Paper on Artifact Evaluations accepted at FSE 2020

To foster replicable research, many conferences encourage the submission of ‘research artifacts’ along with papers. Artifacts essentially are anything that has contributed to generating the results presented in a research article. The submitted artifacts are evaluated by dedicated artifact evaluation committees (AECs). I’ve had the pleasure to serve on such AECs myself (ISSTA 2016 and ISSTA 2018) and we also received a positive evaluation for our artifact at ISSTA 2019.

One thing that I’ve been struggling with a bit is what makes a good artifact and I’ve had long and interesting discussions with Ben Hermann, who co-chaired the ISSTA 2018 AEC, on this topic. We realized that our views on artifact quality slightly differed in various nuances, which led us to the question if the perceptions of artifact quality generally differ across AEC members and what the causes and possible impact of such different perceptions are.

With the help of Janet Siegmund, who is an expert in qualitative surveys and a fantastic discussion partner when it comes to research methodology in general, we designed a questionnaire and invited all past AEC members from AECs at software engineering and programming language conferences to tell us about their perceptions of artifact purposes and quality.

The paper that discusses the results from this survey has just been accepted at FSE 2020, which is the best venue for the paper that I can imagine. FSE has pioneered artifact evaluations in the software engineering community and has been conducting these evaluations for almost a decade.

We thank all the anonymous participants of our study, the anonymous reviewers of our paper, and the AEC members that currently evaluate our research artifact. We hope our paper contributes to the continuous improvement of artifact evaluations and replicable research in general. A preprint of our paper and its research artifact are available here.

TraceSanitizer Paper at DSN 2020

Our paper on sanitizing execution traces from effects of benign execution non-determinism has been accepted at DSN’20.

The paper addresses a problem we frequently came across in Error Propagation Analyses (EPA) using fault injections. In EPA execution traces are commonly used as an auxiliary oracle: Execution traces under fault injection are compared to execution traces from fault-free runs and if they deviate that’s an indicator for error propagation (for a more detailed discussion of this usage, please see our ASE’17 paper on TrEKer).

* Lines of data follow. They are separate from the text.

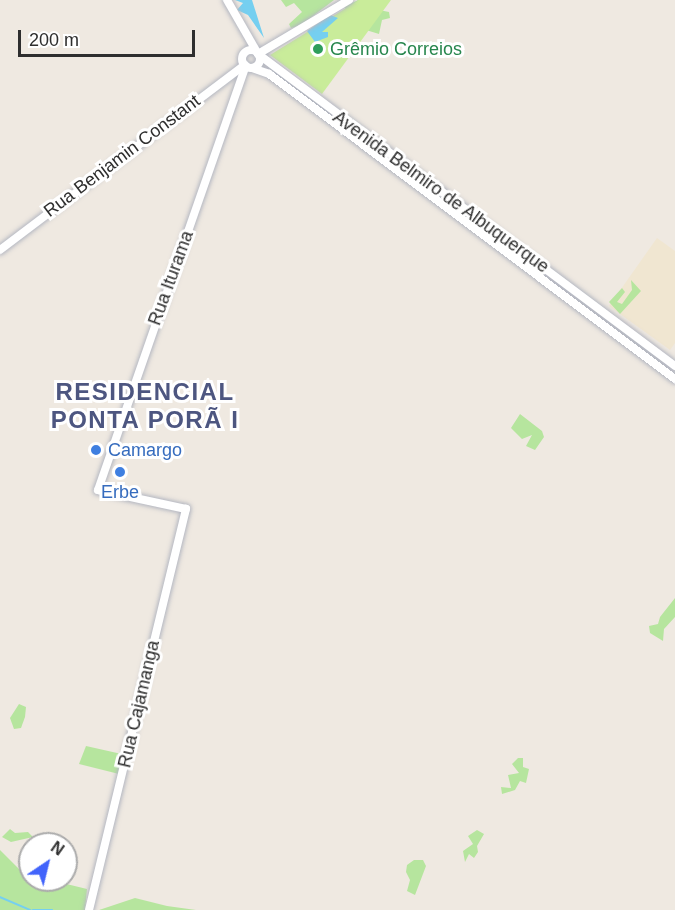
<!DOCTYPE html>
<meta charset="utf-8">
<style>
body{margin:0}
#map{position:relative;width:675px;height:910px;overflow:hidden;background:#efe9e1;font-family:Helvetica,sans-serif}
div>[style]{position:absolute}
.education>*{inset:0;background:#f0e6d1}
.green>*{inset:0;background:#b6e59e}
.pitch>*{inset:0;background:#c9ec9a}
.water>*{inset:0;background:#75cff0}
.stream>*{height:1.5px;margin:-0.75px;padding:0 0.75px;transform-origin:0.75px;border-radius:0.75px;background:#75cff0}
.roads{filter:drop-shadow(0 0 2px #b4b7c1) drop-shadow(0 0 2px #b4b7c1)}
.secondary>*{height:8px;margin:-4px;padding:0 4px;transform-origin:4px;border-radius:4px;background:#fff}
.secondary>.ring{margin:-4px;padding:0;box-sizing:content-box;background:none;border:8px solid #fff;border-radius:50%}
.dots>*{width:16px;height:16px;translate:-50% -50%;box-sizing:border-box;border:3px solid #fff;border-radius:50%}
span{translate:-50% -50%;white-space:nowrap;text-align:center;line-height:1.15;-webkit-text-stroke:6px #fff;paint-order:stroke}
.leisure-label{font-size:18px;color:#27864d}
.left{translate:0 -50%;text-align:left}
.street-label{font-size:18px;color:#2e2e2e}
.shop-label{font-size:18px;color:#366cbe}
.district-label{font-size:24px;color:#4d5680;font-weight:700;letter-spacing:1.5px}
.north{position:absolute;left:18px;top:832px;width:60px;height:60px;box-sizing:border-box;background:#fff;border:2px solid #ababab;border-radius:50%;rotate:35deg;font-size:16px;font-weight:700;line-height:24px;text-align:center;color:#2e2e2e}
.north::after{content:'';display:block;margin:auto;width:21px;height:27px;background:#4264fb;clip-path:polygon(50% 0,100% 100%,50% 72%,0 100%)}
.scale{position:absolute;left:18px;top:30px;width:177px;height:27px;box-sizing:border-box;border:3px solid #2e2e2e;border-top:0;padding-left:8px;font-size:18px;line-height:21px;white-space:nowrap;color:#2e2e2e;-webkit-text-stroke:4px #fff;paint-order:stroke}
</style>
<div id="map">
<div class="education">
<i style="clip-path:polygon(657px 238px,675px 251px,675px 343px,670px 350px,609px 306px)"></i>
</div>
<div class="green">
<i style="clip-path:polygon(281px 0,334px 0,301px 25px,291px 28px,289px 24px,302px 12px,294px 3px,286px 7px)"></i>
<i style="clip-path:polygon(358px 0,379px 0,369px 8px,389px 12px,390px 18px,382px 20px,379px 34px,366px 30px,344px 7px)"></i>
<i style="clip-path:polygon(631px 280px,641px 291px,620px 314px,609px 302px,622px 288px,625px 292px,617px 302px,622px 304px,632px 290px)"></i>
<i style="clip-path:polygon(520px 414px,542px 431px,544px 437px,535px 450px,526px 446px,532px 435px,522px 439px,511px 428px)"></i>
<i style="clip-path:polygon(675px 598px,675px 617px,664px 629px,663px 641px,650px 633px,649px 626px,658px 624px,660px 617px)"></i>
<i style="clip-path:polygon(19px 704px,26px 707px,25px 717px,21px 728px,14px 729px,10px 718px)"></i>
<i style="clip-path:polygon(86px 746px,126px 755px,119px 774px,79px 764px)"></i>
<i style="clip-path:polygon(518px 758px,523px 758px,523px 767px,529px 769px,526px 783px,520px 781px,515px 790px,502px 794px,501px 787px,511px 788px,508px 775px,519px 773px,512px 764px)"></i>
<i style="clip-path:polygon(10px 829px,15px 833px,28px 832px,33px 837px,11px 842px,2px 837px)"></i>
<i style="clip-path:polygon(477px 830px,484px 834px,477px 846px,478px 852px,474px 858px,469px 854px,465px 862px,463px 851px,473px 844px,468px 836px)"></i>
<i style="clip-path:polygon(0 850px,30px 880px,50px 880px,87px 889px,85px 910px,0 910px)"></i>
<i style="clip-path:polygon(414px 860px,423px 860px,426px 866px,415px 895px,407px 891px,410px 880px,406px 872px,407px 865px)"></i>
<i style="clip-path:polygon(135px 898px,167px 906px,196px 910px,99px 910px)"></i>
</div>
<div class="pitch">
<i style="clip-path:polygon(359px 0,391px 0,322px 94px,270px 55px)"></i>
</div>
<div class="water">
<i style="clip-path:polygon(235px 0,252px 0,264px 38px,248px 15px,237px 10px,243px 3px)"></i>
<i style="clip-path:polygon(330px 15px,338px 18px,322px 32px,328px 32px,328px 37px,315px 42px,307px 31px)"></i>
</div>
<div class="stream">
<i style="left:0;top:897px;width:33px;rotate:23deg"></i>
<i style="left:33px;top:910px;width:19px"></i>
</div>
<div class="roads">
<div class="secondary">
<i style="left:227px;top:0;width:62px;rotate:60.1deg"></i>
<i style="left:258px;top:54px;width:521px;rotate:36.8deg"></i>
<i class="ring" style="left:242px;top:50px;width:10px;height:10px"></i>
<i style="left:258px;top:54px;width:106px;rotate:-30.7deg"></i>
<i style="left:252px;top:68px;width:18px;rotate:19deg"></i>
<i style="left:269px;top:74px;width:508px;rotate:36.92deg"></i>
<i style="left:0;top:250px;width:307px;rotate:-37.1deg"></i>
<i style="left:89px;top:910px;width:413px;rotate:-76.4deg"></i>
<i style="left:186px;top:509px;width:90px;rotate:-167.8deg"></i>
<i style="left:98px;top:490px;width:449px;rotate:-70.8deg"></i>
</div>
</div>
<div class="dots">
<i style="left:318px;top:49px;background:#2e9e5b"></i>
<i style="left:96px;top:450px;background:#3f7fe0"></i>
<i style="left:120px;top:472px;background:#3f7fe0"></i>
</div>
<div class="leisure-label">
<span class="left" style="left:330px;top:49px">Grêmio Correios</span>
</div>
<div class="street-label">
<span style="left:122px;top:156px;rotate:-37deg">Rua Benjamin Constant</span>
<span style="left:441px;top:192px;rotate:36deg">Avenida Belmiro de Albuquerque</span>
<span style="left:171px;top:278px;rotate:-70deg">Rua Iturama</span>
<span style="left:139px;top:704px;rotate:-77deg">Rua Cajamanga</span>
</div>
<div class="shop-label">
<span class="left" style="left:108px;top:450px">Camargo</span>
<span style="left:120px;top:492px">Erbe</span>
</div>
<div class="district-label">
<span style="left:145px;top:406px">RESIDENCIAL<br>PONTA PORÃ I</span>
</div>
<div class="north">N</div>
<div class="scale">200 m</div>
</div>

This trace comparison does not work reliably under benign excution non-determinism, i.e., when operating systems (OSs), run-times, and libraries have the freedom to alter program execution in order to achieve better performance, as long as it does not affect the outcome of the execution. A prominent example for this is thread scheduling. Assuming the program is race free, it does not matter which thread is scheduled for execution when. The outcome is the same and the OS can prevent, for instance, threads that are waiting for I/O from blocking the CPU.

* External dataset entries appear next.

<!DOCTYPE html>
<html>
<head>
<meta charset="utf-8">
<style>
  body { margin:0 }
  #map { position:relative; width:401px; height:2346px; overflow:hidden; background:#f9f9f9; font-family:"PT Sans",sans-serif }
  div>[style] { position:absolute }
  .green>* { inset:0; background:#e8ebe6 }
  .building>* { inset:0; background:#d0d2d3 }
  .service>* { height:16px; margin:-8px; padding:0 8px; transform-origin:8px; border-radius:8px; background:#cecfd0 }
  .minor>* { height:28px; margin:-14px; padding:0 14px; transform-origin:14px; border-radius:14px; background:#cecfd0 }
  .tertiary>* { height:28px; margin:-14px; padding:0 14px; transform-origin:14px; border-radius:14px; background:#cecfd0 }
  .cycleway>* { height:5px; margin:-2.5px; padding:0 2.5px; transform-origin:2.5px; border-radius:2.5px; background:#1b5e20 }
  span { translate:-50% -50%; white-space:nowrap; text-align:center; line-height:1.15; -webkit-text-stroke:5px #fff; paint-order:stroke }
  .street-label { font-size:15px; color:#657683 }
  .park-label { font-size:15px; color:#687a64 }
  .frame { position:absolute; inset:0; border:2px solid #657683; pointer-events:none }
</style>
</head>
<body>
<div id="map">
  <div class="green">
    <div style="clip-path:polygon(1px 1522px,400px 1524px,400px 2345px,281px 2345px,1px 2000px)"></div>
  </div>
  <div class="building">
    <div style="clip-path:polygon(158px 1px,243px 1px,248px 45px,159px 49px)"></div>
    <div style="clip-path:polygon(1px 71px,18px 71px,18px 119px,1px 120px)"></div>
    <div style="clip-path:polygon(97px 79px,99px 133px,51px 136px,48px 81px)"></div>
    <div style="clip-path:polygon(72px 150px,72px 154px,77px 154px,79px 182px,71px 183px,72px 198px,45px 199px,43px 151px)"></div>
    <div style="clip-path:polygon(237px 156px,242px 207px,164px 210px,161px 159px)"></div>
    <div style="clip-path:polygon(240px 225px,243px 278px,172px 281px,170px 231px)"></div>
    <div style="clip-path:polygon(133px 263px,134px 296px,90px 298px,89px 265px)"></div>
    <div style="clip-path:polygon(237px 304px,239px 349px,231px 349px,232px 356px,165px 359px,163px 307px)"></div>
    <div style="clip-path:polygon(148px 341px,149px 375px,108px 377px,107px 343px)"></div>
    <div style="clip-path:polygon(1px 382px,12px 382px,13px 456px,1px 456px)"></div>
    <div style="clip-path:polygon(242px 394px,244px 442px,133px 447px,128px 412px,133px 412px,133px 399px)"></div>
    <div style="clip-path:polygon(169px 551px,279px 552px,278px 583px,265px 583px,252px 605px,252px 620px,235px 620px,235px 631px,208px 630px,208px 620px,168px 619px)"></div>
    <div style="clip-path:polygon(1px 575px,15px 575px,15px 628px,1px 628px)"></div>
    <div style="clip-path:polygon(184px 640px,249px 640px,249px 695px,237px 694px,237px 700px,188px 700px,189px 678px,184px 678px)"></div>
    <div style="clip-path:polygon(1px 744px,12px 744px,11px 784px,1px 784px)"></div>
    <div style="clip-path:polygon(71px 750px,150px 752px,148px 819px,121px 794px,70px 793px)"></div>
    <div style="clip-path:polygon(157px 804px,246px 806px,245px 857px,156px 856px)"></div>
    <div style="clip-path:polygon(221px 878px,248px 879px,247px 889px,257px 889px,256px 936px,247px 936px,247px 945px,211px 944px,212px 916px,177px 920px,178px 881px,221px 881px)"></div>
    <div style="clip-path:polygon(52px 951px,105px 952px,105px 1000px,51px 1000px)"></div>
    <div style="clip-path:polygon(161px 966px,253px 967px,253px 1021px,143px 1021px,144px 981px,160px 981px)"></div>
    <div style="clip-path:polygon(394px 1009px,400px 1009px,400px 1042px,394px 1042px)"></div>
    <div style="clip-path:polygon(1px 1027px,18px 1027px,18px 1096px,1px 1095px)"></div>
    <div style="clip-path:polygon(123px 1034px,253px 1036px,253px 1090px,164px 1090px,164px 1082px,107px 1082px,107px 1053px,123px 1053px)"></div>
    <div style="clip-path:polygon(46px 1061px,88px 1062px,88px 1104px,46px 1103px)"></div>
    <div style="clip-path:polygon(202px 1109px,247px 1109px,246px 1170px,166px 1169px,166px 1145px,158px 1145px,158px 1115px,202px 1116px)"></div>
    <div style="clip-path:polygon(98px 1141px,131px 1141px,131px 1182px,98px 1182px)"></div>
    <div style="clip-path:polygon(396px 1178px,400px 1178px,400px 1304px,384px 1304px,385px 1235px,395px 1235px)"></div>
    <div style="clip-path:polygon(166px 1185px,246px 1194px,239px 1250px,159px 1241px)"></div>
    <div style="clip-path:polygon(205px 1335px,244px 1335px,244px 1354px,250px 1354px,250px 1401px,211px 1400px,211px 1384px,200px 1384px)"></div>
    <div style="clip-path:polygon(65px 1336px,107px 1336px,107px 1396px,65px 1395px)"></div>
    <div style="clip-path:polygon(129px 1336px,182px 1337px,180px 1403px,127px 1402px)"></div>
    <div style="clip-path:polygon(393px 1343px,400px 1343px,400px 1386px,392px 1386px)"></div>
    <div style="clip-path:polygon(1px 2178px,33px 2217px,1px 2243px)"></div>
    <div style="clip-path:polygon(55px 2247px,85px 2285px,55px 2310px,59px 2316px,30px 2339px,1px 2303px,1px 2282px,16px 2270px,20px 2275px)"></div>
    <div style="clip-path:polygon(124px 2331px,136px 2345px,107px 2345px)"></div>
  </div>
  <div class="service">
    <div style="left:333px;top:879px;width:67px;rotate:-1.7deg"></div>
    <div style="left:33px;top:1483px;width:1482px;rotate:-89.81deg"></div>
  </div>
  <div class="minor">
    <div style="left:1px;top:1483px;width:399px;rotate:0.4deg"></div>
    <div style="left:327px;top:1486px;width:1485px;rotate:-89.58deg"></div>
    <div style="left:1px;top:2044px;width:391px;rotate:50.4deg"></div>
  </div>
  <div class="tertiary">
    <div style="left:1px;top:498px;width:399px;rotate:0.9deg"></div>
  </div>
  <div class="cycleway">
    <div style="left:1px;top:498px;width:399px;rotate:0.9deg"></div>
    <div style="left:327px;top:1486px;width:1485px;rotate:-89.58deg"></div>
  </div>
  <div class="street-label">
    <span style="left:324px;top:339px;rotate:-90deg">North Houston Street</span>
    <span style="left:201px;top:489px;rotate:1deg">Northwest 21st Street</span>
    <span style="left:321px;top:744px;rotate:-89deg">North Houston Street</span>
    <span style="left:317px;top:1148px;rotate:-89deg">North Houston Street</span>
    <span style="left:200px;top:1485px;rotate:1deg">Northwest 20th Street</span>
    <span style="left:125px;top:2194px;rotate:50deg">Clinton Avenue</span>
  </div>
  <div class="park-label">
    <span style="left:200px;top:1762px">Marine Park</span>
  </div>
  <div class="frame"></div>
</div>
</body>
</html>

The problem this causes for EPA is that the execution traces can deviate, even if there is no effect from a fault. Even in consecutive fault-free runs, there will be deviations, because the execution order of instructions from different threads can differ. In our paper we solve this problem for an important class of programs that we term pseudo-deterministic and for which conflicting accesses to shared data (operations from different threads, at least one of which is a write operation) must always occur in the same order. An earlier approach to solve the same problem, which we presented at ICST’17, is applicable to a wider range of programs, but (contrary to TraceSanitizer) may lead to false positives in EPA.

To decide whether a program is pseudo-deterministic and TraceSanitizer can be applied, we introduce an automated check based on SMT solver supported maximal causal reasoning on fault-free traces. If the check passes, we sanitize execution traces (from fault-free runs and fault injections) by eliminating effects from both non-deterministic thread scheduling and dynamic memory allocations.

The paper can be found here. The TraceSanitizer prototype implementation, which has been developed for LLFI, is available on github.